Records to use:

======

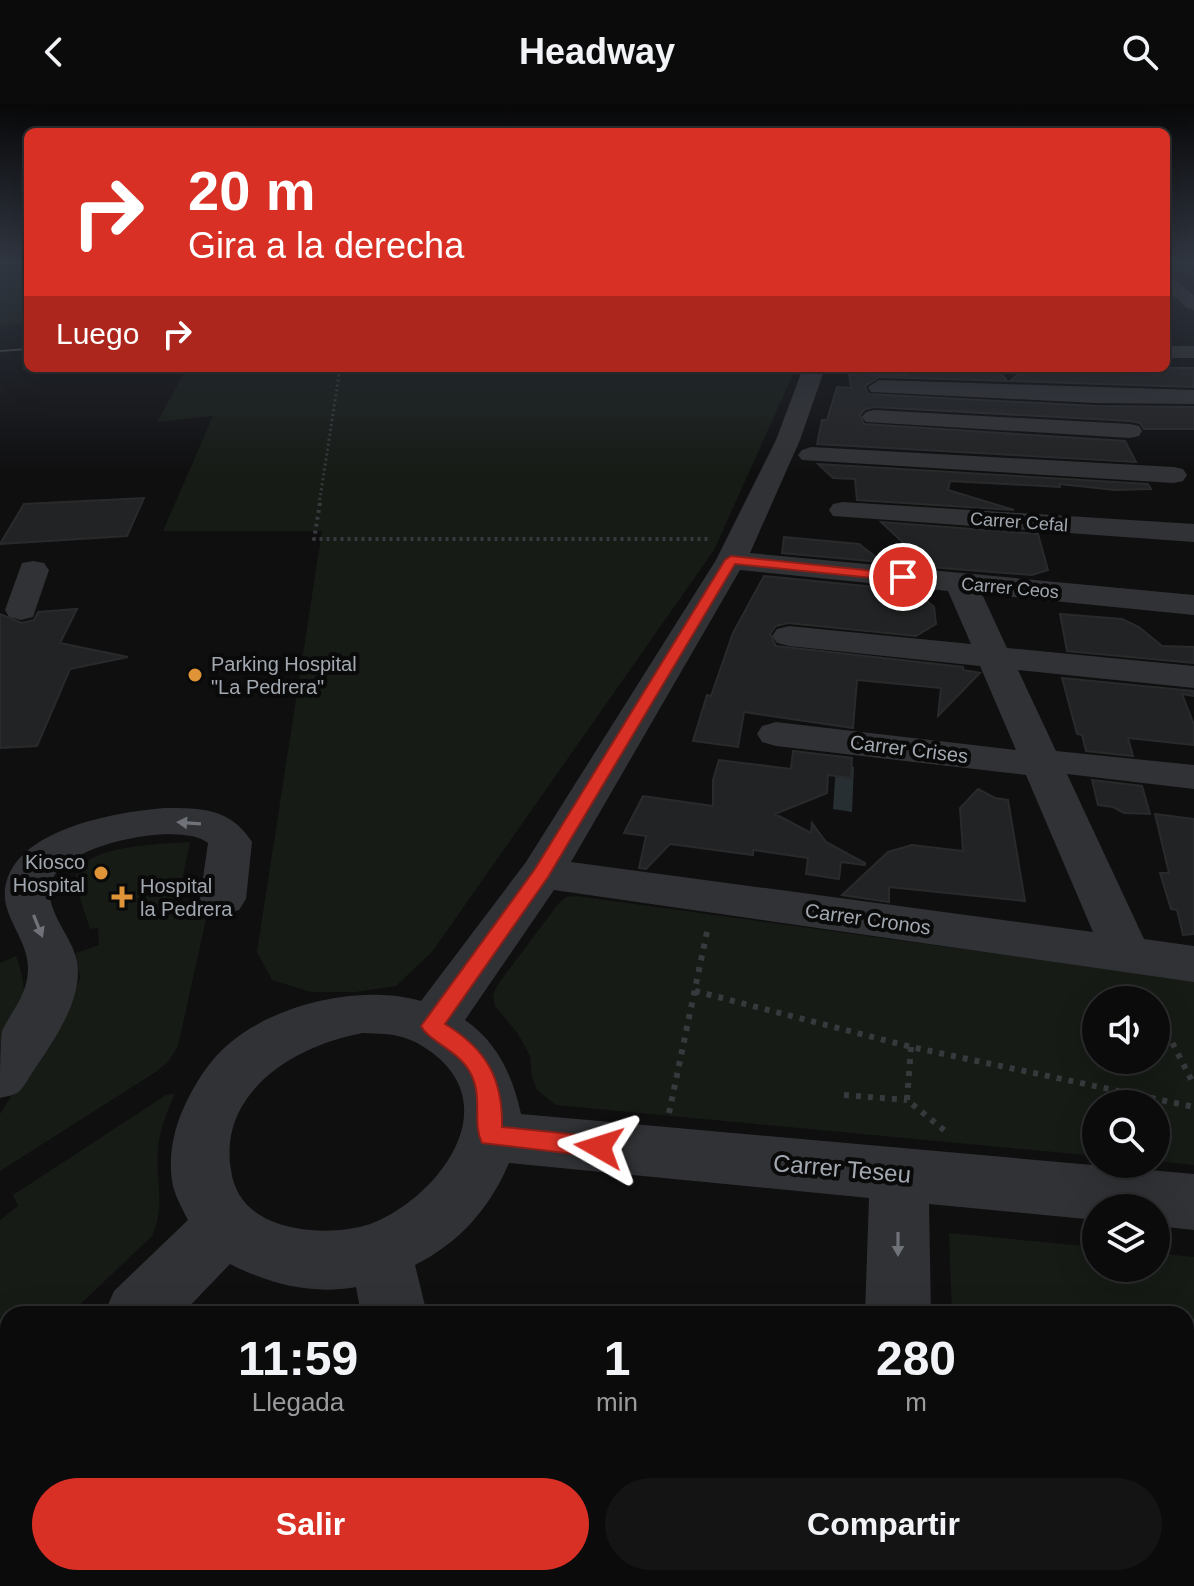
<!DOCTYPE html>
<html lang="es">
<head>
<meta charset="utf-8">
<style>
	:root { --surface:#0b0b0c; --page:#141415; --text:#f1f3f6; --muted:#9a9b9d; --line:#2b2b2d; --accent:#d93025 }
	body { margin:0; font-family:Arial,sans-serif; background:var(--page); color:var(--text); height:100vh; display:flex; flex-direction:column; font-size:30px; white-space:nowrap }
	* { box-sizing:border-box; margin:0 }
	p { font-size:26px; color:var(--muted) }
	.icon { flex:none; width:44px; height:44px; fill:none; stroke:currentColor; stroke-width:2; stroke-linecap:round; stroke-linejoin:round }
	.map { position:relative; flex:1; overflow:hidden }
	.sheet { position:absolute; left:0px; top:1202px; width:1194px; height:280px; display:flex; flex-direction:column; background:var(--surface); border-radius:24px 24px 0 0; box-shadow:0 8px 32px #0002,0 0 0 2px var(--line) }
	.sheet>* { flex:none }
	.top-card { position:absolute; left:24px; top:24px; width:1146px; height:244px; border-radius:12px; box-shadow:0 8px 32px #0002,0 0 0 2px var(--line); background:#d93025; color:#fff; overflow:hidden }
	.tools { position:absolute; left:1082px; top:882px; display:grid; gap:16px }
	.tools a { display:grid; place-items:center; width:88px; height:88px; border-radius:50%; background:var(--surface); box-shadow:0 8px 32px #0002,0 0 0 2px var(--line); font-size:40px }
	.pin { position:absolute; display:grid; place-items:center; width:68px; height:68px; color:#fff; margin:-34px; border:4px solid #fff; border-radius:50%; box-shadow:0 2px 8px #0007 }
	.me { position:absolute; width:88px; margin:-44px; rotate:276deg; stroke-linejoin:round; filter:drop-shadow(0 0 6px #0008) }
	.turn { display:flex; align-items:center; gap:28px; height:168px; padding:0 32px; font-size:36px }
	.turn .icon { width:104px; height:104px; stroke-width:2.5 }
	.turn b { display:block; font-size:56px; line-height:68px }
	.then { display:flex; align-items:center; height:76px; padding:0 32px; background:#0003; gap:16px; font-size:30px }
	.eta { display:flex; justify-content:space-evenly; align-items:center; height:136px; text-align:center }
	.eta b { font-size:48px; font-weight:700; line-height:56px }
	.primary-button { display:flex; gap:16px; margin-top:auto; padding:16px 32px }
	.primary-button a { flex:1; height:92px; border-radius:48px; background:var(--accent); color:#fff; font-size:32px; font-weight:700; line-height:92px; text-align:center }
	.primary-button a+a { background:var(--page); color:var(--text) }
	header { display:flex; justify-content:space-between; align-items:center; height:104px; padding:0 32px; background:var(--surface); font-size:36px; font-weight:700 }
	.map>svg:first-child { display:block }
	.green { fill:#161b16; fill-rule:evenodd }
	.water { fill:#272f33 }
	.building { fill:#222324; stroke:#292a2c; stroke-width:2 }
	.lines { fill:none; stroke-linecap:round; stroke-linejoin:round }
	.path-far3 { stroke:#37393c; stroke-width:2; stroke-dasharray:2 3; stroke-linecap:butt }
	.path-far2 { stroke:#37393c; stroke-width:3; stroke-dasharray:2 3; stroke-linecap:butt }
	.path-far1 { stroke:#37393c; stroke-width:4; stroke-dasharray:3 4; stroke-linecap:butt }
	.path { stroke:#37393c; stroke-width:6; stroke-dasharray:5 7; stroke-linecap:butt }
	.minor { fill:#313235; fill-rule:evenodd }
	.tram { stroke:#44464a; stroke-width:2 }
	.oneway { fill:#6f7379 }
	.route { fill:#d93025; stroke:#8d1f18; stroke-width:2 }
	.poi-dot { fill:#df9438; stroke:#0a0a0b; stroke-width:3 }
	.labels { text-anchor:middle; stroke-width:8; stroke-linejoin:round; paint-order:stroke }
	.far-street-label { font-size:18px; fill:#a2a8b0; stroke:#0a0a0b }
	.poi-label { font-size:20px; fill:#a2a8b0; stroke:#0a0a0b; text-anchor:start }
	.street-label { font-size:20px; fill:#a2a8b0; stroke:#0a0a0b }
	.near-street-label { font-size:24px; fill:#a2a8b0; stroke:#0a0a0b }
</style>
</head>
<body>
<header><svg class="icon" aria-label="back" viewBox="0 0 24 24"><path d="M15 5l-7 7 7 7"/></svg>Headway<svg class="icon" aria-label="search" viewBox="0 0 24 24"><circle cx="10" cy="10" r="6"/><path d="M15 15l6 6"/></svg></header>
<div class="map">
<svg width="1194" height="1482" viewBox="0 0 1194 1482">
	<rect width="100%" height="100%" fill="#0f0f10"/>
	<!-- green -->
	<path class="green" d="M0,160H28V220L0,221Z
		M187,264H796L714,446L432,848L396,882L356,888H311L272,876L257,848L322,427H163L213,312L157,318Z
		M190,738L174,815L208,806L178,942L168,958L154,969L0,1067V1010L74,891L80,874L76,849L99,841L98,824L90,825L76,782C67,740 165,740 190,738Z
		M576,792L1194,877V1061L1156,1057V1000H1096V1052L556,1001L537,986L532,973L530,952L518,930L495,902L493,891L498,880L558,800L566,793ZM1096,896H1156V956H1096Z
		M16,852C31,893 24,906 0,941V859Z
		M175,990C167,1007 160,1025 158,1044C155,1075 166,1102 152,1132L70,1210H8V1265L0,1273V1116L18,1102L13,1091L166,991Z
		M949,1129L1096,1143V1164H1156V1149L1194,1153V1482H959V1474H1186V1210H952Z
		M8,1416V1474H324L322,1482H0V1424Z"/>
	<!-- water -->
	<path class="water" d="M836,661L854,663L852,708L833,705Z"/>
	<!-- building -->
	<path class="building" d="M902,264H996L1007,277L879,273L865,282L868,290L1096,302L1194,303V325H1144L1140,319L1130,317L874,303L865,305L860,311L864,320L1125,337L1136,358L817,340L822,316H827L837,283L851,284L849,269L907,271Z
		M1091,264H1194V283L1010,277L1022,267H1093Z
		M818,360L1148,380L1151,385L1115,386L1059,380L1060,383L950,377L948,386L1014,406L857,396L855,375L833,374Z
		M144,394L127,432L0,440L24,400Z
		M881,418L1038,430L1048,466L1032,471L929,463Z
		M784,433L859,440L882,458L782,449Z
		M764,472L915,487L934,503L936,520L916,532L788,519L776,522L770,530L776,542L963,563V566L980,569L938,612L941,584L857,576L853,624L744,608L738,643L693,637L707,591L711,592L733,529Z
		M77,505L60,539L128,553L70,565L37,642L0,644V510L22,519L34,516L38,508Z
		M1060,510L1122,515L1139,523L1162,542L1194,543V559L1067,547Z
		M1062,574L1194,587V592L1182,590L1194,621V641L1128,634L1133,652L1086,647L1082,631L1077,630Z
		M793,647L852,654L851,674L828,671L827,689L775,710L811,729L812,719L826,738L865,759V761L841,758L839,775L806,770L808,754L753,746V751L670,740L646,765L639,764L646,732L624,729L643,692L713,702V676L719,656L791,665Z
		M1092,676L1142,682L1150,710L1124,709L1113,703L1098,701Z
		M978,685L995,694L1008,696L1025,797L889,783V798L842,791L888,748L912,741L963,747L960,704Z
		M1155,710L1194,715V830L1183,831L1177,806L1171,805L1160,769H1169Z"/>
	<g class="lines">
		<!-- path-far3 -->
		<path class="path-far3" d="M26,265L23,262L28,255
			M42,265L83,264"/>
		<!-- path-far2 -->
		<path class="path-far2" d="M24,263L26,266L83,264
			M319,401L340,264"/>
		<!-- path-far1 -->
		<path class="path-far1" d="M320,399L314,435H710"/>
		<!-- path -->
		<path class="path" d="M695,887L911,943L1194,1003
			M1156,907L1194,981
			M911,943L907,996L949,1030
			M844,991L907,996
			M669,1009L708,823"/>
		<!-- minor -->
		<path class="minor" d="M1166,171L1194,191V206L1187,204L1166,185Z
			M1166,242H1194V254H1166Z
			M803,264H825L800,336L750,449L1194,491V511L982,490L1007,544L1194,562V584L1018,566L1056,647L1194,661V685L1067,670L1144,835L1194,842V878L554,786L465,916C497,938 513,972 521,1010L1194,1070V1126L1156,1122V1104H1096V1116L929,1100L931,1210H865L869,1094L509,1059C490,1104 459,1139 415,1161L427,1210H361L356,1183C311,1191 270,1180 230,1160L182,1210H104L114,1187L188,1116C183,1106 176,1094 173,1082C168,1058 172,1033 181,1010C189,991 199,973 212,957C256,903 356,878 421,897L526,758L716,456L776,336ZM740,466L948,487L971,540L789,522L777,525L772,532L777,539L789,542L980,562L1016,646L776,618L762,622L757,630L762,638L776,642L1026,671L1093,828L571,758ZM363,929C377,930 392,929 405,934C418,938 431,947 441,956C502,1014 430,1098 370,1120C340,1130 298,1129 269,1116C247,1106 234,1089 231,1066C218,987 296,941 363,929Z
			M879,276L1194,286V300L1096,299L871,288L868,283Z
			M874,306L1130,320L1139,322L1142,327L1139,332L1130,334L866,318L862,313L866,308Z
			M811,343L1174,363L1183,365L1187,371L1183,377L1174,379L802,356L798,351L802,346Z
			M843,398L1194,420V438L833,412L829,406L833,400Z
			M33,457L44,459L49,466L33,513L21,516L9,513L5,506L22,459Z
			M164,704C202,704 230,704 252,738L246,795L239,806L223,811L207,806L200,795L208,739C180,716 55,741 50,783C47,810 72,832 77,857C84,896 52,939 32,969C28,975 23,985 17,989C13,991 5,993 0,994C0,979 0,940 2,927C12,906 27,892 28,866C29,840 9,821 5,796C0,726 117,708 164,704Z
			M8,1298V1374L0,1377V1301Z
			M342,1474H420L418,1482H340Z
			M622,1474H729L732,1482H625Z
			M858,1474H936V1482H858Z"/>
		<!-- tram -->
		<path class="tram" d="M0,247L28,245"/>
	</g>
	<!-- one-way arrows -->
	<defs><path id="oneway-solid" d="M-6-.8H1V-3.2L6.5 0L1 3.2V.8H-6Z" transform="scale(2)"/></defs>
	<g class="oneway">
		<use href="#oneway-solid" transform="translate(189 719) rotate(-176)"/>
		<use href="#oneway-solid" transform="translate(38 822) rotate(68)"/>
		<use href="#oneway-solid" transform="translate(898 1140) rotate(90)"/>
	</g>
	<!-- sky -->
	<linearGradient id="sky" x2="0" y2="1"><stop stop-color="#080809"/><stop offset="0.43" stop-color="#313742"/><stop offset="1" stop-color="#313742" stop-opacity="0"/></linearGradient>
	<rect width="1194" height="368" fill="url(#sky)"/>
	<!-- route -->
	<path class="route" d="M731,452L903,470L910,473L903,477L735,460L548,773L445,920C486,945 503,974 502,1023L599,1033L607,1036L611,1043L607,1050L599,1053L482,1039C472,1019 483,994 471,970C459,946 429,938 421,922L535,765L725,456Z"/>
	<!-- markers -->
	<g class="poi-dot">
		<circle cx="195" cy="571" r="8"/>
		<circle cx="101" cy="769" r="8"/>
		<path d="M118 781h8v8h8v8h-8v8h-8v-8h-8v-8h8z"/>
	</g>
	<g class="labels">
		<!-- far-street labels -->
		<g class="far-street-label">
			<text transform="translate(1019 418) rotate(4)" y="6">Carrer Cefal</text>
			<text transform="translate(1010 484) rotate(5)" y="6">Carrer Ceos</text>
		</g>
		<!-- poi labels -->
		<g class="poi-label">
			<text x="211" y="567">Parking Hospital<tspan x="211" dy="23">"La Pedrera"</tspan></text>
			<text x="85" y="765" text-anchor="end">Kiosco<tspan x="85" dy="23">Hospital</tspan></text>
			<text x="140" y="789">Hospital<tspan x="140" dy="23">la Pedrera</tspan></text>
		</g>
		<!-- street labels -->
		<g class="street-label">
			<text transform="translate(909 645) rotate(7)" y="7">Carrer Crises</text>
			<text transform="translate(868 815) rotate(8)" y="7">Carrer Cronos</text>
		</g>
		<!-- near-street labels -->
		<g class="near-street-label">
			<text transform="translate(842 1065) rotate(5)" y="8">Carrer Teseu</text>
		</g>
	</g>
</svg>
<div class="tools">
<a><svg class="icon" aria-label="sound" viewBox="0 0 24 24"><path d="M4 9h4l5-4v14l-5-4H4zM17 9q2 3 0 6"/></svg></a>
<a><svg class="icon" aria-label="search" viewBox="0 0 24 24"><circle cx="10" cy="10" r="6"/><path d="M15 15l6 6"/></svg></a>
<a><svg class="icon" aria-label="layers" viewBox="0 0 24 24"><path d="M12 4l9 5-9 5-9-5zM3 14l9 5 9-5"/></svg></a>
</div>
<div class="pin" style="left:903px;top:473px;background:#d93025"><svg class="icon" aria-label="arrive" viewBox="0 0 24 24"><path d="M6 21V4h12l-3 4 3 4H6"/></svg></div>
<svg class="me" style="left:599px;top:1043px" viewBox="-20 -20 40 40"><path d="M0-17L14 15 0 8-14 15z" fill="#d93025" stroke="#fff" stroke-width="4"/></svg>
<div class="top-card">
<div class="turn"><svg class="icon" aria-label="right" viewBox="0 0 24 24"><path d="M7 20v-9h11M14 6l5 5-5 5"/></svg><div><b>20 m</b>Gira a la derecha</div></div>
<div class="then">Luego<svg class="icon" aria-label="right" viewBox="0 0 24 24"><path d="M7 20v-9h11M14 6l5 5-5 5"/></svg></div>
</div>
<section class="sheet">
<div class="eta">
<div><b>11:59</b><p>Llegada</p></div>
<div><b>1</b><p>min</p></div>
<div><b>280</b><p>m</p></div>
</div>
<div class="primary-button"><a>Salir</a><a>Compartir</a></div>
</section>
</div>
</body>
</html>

======

Brief: List, from the entries above, every line in which the word "none" shows up.

Written solution:
	.icon { flex:none; width:44px; height:44px; fill:none; stroke:currentColor; stroke-width:2; stroke-linecap:round; stroke-linejoin:round }
	.sheet>* { flex:none }
	.lines { fill:none; stroke-linecap:round; stroke-linejoin:round }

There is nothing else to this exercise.